# EXERCISE DETAILS
Please give back the listing below in full. Change nothing.

────────────────────────────────────────

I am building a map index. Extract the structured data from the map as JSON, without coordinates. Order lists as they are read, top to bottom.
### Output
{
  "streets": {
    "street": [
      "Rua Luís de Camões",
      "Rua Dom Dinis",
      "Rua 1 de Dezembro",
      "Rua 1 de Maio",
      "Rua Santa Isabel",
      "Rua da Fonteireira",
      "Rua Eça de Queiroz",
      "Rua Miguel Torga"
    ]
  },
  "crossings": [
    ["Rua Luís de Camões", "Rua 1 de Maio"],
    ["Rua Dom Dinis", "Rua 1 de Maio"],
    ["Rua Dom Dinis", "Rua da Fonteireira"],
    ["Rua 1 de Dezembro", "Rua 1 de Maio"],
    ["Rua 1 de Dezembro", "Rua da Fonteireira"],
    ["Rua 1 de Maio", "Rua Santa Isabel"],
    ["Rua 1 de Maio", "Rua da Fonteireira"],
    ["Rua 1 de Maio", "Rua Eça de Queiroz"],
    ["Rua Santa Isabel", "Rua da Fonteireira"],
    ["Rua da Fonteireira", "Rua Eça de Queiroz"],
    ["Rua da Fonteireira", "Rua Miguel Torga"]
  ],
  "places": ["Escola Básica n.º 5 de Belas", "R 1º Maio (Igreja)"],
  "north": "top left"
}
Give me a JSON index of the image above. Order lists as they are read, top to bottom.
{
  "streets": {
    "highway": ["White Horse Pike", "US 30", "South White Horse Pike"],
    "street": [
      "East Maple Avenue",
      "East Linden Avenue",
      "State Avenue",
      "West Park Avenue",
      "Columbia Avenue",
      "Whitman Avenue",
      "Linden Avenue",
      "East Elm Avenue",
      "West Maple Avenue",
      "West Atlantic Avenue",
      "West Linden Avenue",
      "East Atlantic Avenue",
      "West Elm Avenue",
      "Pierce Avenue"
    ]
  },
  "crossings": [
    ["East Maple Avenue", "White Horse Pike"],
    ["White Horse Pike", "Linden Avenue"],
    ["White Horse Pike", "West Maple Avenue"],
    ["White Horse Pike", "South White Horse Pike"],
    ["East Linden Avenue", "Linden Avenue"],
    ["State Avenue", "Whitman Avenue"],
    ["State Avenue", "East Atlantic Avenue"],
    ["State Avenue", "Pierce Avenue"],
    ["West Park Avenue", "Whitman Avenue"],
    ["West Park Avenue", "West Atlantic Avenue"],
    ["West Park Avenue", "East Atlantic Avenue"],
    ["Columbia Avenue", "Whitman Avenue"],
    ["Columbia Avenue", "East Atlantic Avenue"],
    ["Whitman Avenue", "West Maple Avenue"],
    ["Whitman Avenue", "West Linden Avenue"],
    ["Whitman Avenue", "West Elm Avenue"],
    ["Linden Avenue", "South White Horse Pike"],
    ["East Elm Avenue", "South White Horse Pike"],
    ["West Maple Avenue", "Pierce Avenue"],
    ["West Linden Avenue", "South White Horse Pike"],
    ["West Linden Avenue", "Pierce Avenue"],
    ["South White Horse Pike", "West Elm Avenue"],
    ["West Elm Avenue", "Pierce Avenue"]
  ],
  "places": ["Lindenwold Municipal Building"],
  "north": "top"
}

────────────────────────────────────────

# SOLUTION TO THIS PROBLEM
I am building a map index. Extract the structured data from the map as JSON, without coordinates. Order lists as they are read, top to bottom.
### Output
{
  "streets": {
    "street": [
      "Rua Luís de Camões",
      "Rua Dom Dinis",
      "Rua 1 de Dezembro",
      "Rua 1 de Maio",
      "Rua Santa Isabel",
      "Rua da Fonteireira",
      "Rua Eça de Queiroz",
      "Rua Miguel Torga"
    ]
  },
  "crossings": [
    ["Rua Luís de Camões", "Rua 1 de Maio"],
    ["Rua Dom Dinis", "Rua 1 de Maio"],
    ["Rua Dom Dinis", "Rua da Fonteireira"],
    ["Rua 1 de Dezembro", "Rua 1 de Maio"],
    ["Rua 1 de Dezembro", "Rua da Fonteireira"],
    ["Rua 1 de Maio", "Rua Santa Isabel"],
    ["Rua 1 de Maio", "Rua da Fonteireira"],
    ["Rua 1 de Maio", "Rua Eça de Queiroz"],
    ["Rua Santa Isabel", "Rua da Fonteireira"],
    ["Rua da Fonteireira", "Rua Eça de Queiroz"],
    ["Rua da Fonteireira", "Rua Miguel Torga"]
  ],
  "places": ["Escola Básica n.º 5 de Belas", "R 1º Maio (Igreja)"],
  "north": "top left"
}
Give me a JSON index of the image above. Order lists as they are read, top to bottom.
{
  "streets": {
    "highway": ["White Horse Pike", "US 30", "South White Horse Pike"],
    "street": [
      "East Maple Avenue",
      "East Linden Avenue",
      "State Avenue",
      "West Park Avenue",
      "Columbia Avenue",
      "Whitman Avenue",
      "Linden Avenue",
      "East Elm Avenue",
      "West Maple Avenue",
      "West Atlantic Avenue",
      "West Linden Avenue",
      "East Atlantic Avenue",
      "West Elm Avenue",
      "Pierce Avenue"
    ]
  },
  "crossings": [
    ["East Maple Avenue", "White Horse Pike"],
    ["White Horse Pike", "Linden Avenue"],
    ["White Horse Pike", "West Maple Avenue"],
    ["White Horse Pike", "South White Horse Pike"],
    ["East Linden Avenue", "Linden Avenue"],
    ["State Avenue", "Whitman Avenue"],
    ["State Avenue", "East Atlantic Avenue"],
    ["State Avenue", "Pierce Avenue"],
    ["West Park Avenue", "Whitman Avenue"],
    ["West Park Avenue", "West Atlantic Avenue"],
    ["West Park Avenue", "East Atlantic Avenue"],
    ["Columbia Avenue", "Whitman Avenue"],
    ["Columbia Avenue", "East Atlantic Avenue"],
    ["Whitman Avenue", "West Maple Avenue"],
    ["Whitman Avenue", "West Linden Avenue"],
    ["Whitman Avenue", "West Elm Avenue"],
    ["Linden Avenue", "South White Horse Pike"],
    ["East Elm Avenue", "South White Horse Pike"],
    ["West Maple Avenue", "Pierce Avenue"],
    ["West Linden Avenue", "South White Horse Pike"],
    ["West Linden Avenue", "Pierce Avenue"],
    ["South White Horse Pike", "West Elm Avenue"],
    ["West Elm Avenue", "Pierce Avenue"]
  ],
  "places": ["Lindenwold Municipal Building"],
  "north": "top"
}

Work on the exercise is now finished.